Greenbank and Logan Village Library users will have extended opening hours with both libraries opening at 10am on Tuesday, Wednesday and Thursday. This change allows Greenbank and Logan Village Libraries to be open an extra 12 and a half hours each week.
The extension will help Logan City Council Libraries improve the delivery of community services and provide increased access for families with young children, working families and those unable to visit a library during standard business hours.
It will also allow extra community learning through activities for children under five, after-school events and programs supporting the city’s COVID-19 recovery initiatives.
Logan City Council will continue to support wildlife and animals in the City of Logan through a special partnership with the RSPCA.
Council has sponsored the RSPCA-operated Logan Animal Ambulance Service since 2013 and will increase funding in 2021/2022 to allow the RSPCA to buy a new dedicated City of Logan animal ambulance and provide increased rescue services.

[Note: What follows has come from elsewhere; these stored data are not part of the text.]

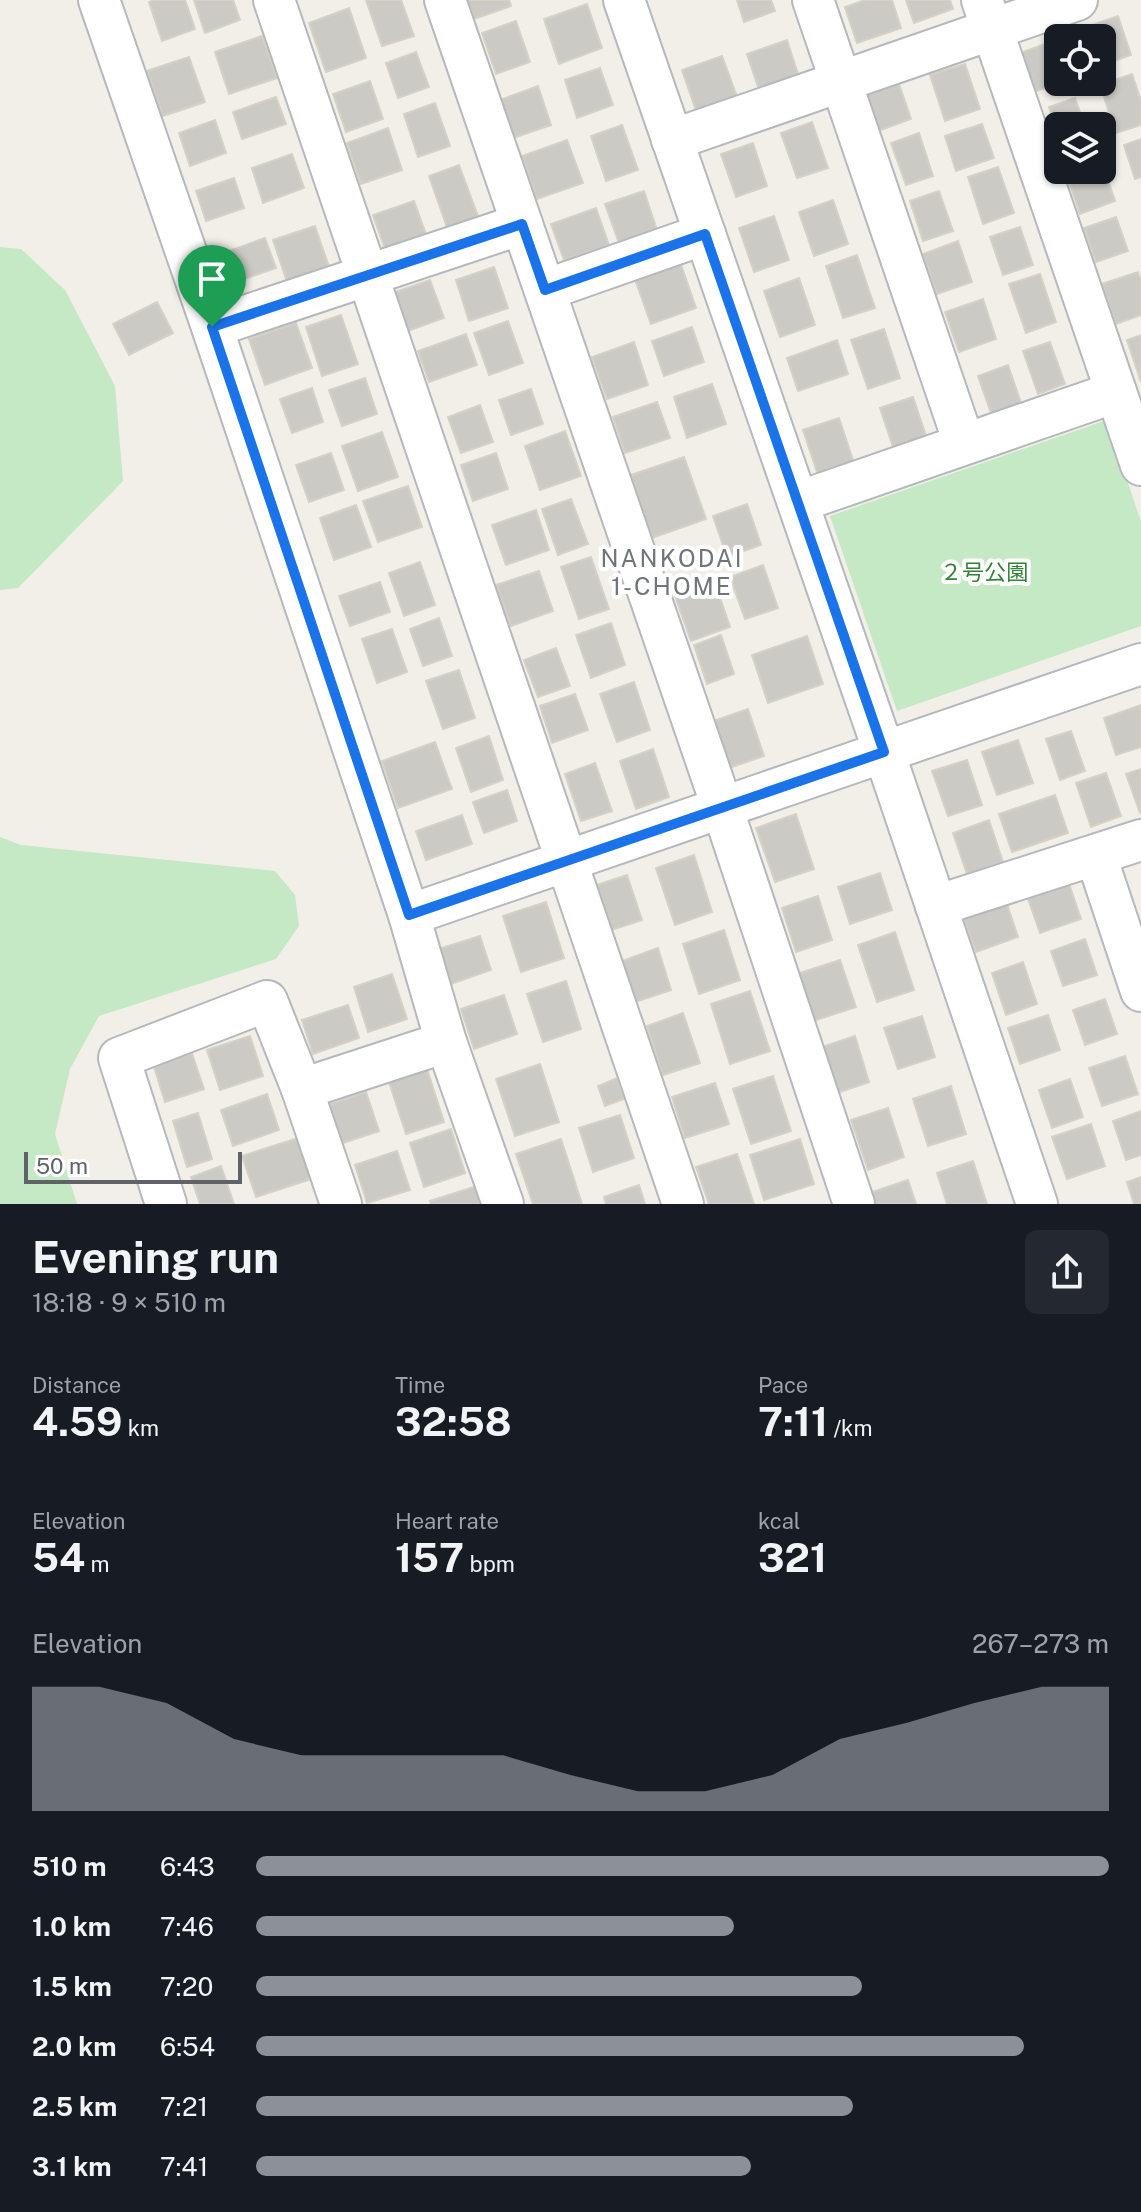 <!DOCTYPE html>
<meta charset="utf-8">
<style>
:root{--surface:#171b24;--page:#242831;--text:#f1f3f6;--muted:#9ea1a6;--accent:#8c9099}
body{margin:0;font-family:"Public Sans","Noto Sans JP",sans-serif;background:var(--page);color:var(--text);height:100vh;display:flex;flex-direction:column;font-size:30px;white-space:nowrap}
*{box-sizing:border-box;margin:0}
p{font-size:26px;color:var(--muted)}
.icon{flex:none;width:44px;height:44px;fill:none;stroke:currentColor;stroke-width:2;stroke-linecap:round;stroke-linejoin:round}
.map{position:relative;height:1204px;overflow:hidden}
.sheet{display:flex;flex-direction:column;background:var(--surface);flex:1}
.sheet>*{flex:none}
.fabs{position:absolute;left:1044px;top:24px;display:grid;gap:16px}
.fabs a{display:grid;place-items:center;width:72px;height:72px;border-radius:12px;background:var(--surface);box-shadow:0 2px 6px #0004;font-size:40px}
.scale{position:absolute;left:24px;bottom:20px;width:218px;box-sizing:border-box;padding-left:8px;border:4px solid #5f6368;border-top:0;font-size:22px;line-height:28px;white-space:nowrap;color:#5f6368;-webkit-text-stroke:6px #fff;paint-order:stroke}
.pin{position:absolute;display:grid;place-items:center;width:68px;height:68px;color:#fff;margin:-82px -34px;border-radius:50% 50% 50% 0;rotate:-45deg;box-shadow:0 0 8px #0007}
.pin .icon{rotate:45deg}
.round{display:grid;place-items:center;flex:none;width:84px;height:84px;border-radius:12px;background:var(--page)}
.overview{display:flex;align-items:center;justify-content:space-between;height:136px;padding:0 32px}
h1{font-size:44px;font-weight:700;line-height:60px}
.figures{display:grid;grid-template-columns:repeat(3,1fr);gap:12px;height:136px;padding:8px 32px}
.figures div{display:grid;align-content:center}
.figures b{font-size:40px;font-weight:700}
.figures small{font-size:22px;font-weight:400}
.figures p{font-size:22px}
.chart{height:224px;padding:16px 32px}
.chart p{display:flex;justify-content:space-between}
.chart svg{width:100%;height:144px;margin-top:8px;fill:var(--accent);opacity:.7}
ul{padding:0 32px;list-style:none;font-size:26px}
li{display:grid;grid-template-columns:128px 96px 1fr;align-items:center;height:60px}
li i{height:20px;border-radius:10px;background:var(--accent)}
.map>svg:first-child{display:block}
.green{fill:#c5e8c5}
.building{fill:#cccac5;stroke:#d6d1c6;stroke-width:2}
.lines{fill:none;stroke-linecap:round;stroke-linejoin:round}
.minor-casing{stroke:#b5b8bc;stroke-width:44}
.minor{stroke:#fff;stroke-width:40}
.route-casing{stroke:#fff;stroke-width:16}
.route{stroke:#1a73e8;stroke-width:10}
.labels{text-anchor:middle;stroke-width:8;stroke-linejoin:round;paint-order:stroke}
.park-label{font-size:22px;fill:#348238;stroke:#fff}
.neighbourhood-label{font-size:24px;letter-spacing:2px;fill:#70757a;stroke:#fff}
</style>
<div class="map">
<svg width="1141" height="1204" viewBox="0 0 1141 1204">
<rect width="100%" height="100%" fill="#f1efe8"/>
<g class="green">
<path d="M0,247l21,2 44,41 50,96 8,95 -105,107 -18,2z"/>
<path d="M1107,420l34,102v104l-244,85 -67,-195z"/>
<path d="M0,837l21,8 254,26 20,24 4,31 -23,33 -177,57 -29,53 -15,65 22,70h-77z"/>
</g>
<g class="building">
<path d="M154,0h31l10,29 -33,12 -13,-39z"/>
<path d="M194,0h39l7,20 -35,13z"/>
<path d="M366,0h35l13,36 -32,10z"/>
<path d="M467,0h42l2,6 -37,13z"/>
<path d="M737,0h34l4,11 -31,11z"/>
<path d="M865,0h27l9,28 -44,15 -12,-36z"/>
<path d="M906,0h44l3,9 -39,14z"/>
<path d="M587,4l15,44 -43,16 -15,-45z"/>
<path d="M349,8l17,50 -40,14 -17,-49z"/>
<path d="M1118,16l13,39 -29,10v-27h-12l-4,-11z"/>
<path d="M516,21l14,41 -34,12 -14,-41z"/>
<path d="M262,36l15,42 -48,16 -14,-42z"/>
<path d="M787,40l14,43 -40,13 -14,-42z"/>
<path d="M1053,41l5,14v27h4l-28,10 -14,-39z"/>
<path d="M416,52l13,35 -31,11 -12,-35z"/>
<path d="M722,56l18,49 -41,14 -17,-49z"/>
<path d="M189,57l16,45 -42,14 -16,-45z"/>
<path d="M965,64l15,45 -35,12 -15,-46z"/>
<path d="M600,68l13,37 -36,13 -12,-38z"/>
<path d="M1132,74l9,27v24l-25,8 -16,-48z"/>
<path d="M370,81l13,38 -37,13 -13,-38z"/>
<path d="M899,84l12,35 -33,12 -12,-36z"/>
<path d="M538,86l13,39 -38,13 -13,-38z"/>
<path d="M276,97l10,27 -44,15 -9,-27z"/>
<path d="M1075,98l10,28h-27v7l-9,-26z"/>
<path d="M435,103l15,43 -32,11 -14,-43z"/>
<path d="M215,120l11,33 -36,13 -11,-33z"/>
<path d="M812,122l16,46 -31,10 -16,-45z"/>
<path d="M982,124l12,34 -38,13 -11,-35z"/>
<path d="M622,125l16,45 -32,11 -15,-45z"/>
<path d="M388,128l14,42 -41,14 -14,-41z"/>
<path d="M919,133l14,43 -27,9 -15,-42z"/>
<path d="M1141,139v38l-6,2 -11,-34z"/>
<path d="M567,140l16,43 -46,16 -15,-43z"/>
<path d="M753,143l14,43 -31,11 -15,-43z"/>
<path d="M292,154l12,34 -41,15 -11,-35z"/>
<path d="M1102,163l13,38 -35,13 -15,-44h37z"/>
<path d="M459,165l20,54 -31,11 -19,-54z"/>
<path d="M998,167l16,46 -31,11 -15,-47z"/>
<path d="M234,178l10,30 -38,13 -10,-30z"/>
<path d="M644,191l14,42 -38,13 -15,-42z"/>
<path d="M939,191l14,40 -30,10 -13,-40z"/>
<path d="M833,200l15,44 -34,12 -15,-44z"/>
<path d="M414,201l14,39 -41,15 -14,-40z"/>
<path d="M596,208l13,37 -45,15 -13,-36z"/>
<path d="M774,216l15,44 -35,12 -15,-44z"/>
<path d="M1116,217l12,34 -32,11 -12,-34z"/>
<path d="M315,226l14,41 -42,15 -14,-42z"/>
<path d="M1020,227l13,38 -30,10 -13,-38z"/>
<path d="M265,238l11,30 -43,15 -10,-30z"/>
<path d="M958,241l14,41 -35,12 -14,-40z"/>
<path d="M857,255l18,53 -32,10 -17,-52z"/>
<path d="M678,256l18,52 -45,16 -19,-53z"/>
<path d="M494,267l14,41 -39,13 -13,-41z"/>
<path d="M1138,272l3,8v35l-25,9 -14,-40z"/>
<path d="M1040,274l16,48 -30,11 -17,-49z"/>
<path d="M799,278l16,47 -35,12 -16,-46z"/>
<path d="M430,280l14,38 -39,14 -13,-39z"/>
<path d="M983,299l13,40 -37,13 -14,-40z"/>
<path d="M157,302l16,31 -44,22 -16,-31z"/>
<path d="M341,315l17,49 -36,12 -16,-49z"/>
<path d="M508,321l15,42 -34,12 -15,-42z"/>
<path d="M296,323l16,45 -47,17 -16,-46z"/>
<path d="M692,327l12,35 -40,14 -12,-35z"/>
<path d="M884,329l16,49 -32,11 -17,-49z"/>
<path d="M466,334l11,31 -48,17 -11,-31z"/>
<path d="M1141,335v47l-14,-42z"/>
<path d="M837,340l11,34 -50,17 -11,-33z"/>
<path d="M634,342l14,43 -41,14 -15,-42z"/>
<path d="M1050,342l15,42 -27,10 -15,-43z"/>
<path d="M1008,365l13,38 -30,10 -13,-37z"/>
<path d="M365,378l12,36 -35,12 -13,-36z"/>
<path d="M712,384l14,40 -39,14 -13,-41z"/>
<path d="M312,388l11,34 -31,11 -12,-34z"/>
<path d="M531,389l12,35 -32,11 -12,-35z"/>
<path d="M913,397l14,42 -33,11 -14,-42z"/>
<path d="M657,402l13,36 -45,15 -12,-36z"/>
<path d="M480,405l13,37 -32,11 -13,-36z"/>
<path d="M839,418l16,48 -36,12 -16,-48z"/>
<path d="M565,431l16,45 -41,14 -15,-44z"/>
<path d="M382,432l16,45 -40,14 -16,-45z"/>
<path d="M331,453l13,37 -35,12 -13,-37z"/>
<path d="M496,453l12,36 -35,12 -12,-36z"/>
<path d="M684,457l22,62 -54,19 -21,-63z"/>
<path d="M408,486l14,41 -44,15 -15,-41z"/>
<path d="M571,499l17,45 -30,11 -16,-46z"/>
<path d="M747,504l14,41 -34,12 -14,-41z"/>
<path d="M356,505l15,42 -37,13 -14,-42z"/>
<path d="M536,510l13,40 -43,15 -14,-40z"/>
<path d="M591,557l18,52 -30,10 -18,-52z"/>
<path d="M420,562l15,43 -31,11 -15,-43z"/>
<path d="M763,565l15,43 -33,11 -15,-42z"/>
<path d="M539,571l14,40 -42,15 -15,-41z"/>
<path d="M380,582l10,30 -40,14 -11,-30z"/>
<path d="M715,583l15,44 -39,14 -16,-45z"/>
<path d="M439,618l13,38 -29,10 -13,-37z"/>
<path d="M611,623l14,42 -34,13 -15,-43z"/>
<path d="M392,629l15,43 -30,11 -15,-44z"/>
<path d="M721,635l13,39 -27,10 -13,-39z"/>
<path d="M807,636l16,48 -55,19 -16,-48z"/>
<path d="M556,648l14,38 -32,11 -14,-37z"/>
<path d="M459,670l16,48 -32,11 -17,-48z"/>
<path d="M634,682l16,48 -33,12 -17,-48z"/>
<path d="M575,694l13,36 -36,13 -12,-37z"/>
<path d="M1141,705v42l-25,8 -12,-37z"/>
<path d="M748,709l16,47 -35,12 -16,-47z"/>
<path d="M1071,731l14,40 -25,9 -14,-41z"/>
<path d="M489,736l14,44 -32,12 -15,-44z"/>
<path d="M1018,740l15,43 -36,12 -15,-43z"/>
<path d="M435,742l17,47 -54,19 -16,-47z"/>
<path d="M653,749l16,48 -33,12 -16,-48z"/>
<path d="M967,760l15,45 -34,11 -16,-45z"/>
<path d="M595,763l17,48 -31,10 -16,-47z"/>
<path d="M1141,769v44h-1l-14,-39z"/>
<path d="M1106,773l15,43 -30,11 -15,-44z"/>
<path d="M507,790l10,31 -33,12 -11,-31z"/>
<path d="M1055,795l13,38 -56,19 -13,-38z"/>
<path d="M796,814l18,55 -39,13 -19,-54z"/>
<path d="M462,815l10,29 -46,16 -10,-29z"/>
<path d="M989,820l14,42 -36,12 -14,-41z"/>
<path d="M694,855l18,57 -37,13 -19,-57z"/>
<path d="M880,873l12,37 -42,14 -12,-37z"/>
<path d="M627,875l15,45 -37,12 -14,-45z"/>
<path d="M1067,878l14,41 -41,14 -14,-40z"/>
<path d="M818,896l14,44 -36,12 -14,-44z"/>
<path d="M1006,901l12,36 -42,15 -13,-36z"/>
<path d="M546,902l18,56 -43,14 -18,-56z"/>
<path d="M724,930l16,50 -41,14 -16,-50z"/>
<path d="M895,932l19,58 -37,12 -19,-57z"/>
<path d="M480,936l11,34 -40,14 -12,-35z"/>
<path d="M1085,939l12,36 -34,11 -12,-35z"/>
<path d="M658,948l13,42 -39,13 -13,-41z"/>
<path d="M840,960l16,47 -43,14 -16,-47z"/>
<path d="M1023,962l14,42 -31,11 -14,-42z"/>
<path d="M392,974l15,45 -39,13 -14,-45z"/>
<path d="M566,981l15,48 -38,13 -16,-48z"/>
<path d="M750,991l20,60 -40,13 -19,-60z"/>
<path d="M504,995l13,39 -43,15 -13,-40z"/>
<path d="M1105,999l12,35 -32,11 -12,-35z"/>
<path d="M348,1005l11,33 -46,16 -11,-34z"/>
<path d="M683,1013l17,50 -37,12 -16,-49z"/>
<path d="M1048,1015l12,35 -40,14 -12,-36z"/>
<path d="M922,1016l13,41 -37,12 -14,-41z"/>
<path d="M250,1036l13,40 -43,14 -13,-40z"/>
<path d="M855,1036l14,46 -35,12 -15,-46z"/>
<path d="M188,1042l16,47 -39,13 -15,-48z"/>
<path d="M1125,1056l13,38 -36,12 -13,-38z"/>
<path d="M540,1064l19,58 -44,14 -19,-57z"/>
<path d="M427,1069l17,53 -38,12 -17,-52z"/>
<path d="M773,1076l18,55 -40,13 -18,-55z"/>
<path d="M617,1078l7,21 -19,7 -7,-20z"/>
<path d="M1070,1079l13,38 -31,11 -13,-38z"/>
<path d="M715,1083l14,41 -44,14 -13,-41z"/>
<path d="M951,1086l15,48 -38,12 -15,-47z"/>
<path d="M366,1092l13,39 -42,14 -12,-39z"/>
<path d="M267,1094l12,36 -46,16 -12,-36z"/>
<path d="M888,1108l16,49 -36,13 -17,-50z"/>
<path d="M1141,1111v44l-15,5 -13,-39z"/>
<path d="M198,1113l14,46 -25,8 -14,-46z"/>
<path d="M620,1115l14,43 -41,14 -14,-44z"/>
<path d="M1091,1124l14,42 -38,13 -15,-42z"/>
<path d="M451,1129l14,44 -41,14 -14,-44z"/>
<path d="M298,1138l13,41 -55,18 -14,-41z"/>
<path d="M561,1139l21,65h-49l-17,-50z"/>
<path d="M800,1139l14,45 -50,16 -14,-45z"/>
<path d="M397,1151l13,39 -43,13 -12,-38z"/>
<path d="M737,1154l17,50h-45l-13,-37z"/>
<path d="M973,1161l14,43h-40l-10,-31z"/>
<path d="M221,1166l13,38h-34l-9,-27z"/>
<path d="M1141,1177v27h-7l-7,-22z"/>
<path d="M908,1180l8,24h-43l-4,-11z"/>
<path d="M639,1185l6,19h-39l-2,-7z"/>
<path d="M477,1186l6,18h-52l-1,-3z"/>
</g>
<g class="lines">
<defs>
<g id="minor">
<path d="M99,0l113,327 197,588 37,127 57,162"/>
<path d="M274,0l409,1204"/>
<path d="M445,0l271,789 138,415"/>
<path d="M624,0l260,752 257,-88"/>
<path d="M813,0l151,443"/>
<path d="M982,0l159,465"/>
<path d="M672,140l405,-140"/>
<path d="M545,290l160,-56"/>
<path d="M212,327l310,-103"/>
<path d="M798,502l318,-110"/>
<path d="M1096,856l45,135"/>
<path d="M936,906l205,-66"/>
<path d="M409,915l475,-163 153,452"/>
<path d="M302,1089l144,-47"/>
<path d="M166,1204l-47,-146 148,-57 35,88 39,115"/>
</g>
</defs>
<use href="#minor" class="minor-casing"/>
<use href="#minor" class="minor"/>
</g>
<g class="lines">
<defs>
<path id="route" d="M522,224l23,66 160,-56 179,518 -475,163 -197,-588z"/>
</defs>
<use href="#route" class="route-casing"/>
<use href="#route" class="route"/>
</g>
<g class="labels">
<g class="park-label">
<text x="984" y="580">２号公園</text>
</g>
<g class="neighbourhood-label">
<text x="672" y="567">NANKODAI<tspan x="672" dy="28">1-CHOME</tspan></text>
</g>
</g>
</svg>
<div class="fabs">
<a><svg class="icon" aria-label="locate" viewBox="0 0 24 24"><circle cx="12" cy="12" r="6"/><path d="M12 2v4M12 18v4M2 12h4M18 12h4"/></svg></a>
<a><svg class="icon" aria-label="layers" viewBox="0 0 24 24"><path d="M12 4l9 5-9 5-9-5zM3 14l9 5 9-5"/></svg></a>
</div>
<div class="scale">50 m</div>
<div class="pin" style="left:212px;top:327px;background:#1e9e55"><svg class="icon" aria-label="arrive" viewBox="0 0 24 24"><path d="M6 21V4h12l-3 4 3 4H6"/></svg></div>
</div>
<section class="sheet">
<div class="overview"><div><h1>Evening run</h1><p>18:18 · 9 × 510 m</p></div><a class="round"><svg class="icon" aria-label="share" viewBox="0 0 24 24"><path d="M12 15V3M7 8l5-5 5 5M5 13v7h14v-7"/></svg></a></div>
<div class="figures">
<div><p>Distance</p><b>4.59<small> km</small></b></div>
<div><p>Time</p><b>32:58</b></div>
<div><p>Pace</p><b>7:11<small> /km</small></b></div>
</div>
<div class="figures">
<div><p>Elevation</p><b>54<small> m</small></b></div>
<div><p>Heart rate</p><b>157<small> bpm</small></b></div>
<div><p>kcal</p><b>321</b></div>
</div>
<div class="chart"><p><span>Elevation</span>267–273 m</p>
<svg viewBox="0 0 160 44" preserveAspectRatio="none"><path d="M0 44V6L10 6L20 11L30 22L40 27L50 27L60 27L70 27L80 33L90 38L100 38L110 33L120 22L130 17L140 11L150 6L160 6V44z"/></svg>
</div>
<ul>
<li><b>510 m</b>6:43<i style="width:100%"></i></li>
<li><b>1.0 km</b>7:46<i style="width:56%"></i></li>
<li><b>1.5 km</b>7:20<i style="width:71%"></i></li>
<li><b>2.0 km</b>6:54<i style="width:90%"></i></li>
<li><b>2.5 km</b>7:21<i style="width:70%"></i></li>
<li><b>3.1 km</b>7:41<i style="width:58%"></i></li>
</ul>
</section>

In the last 12 months there were more than 3000 rescues of sick, injured, and orphaned wildlife and animals in the City of Logan.
Logan City Council’s Investment Attraction Incentive Fund supports businesses to relocate to the City of Logan or set up significant operations in the city.
The fund has attracted 15 businesses, and it is estimated will generate more than 940 new and retained jobs and add an additional $120 million to the local economy once all projects have been completed.
Logan City Council’s budget has committed to expanding the Investment Attraction Incentive Fund with increased funding to $1 million a year.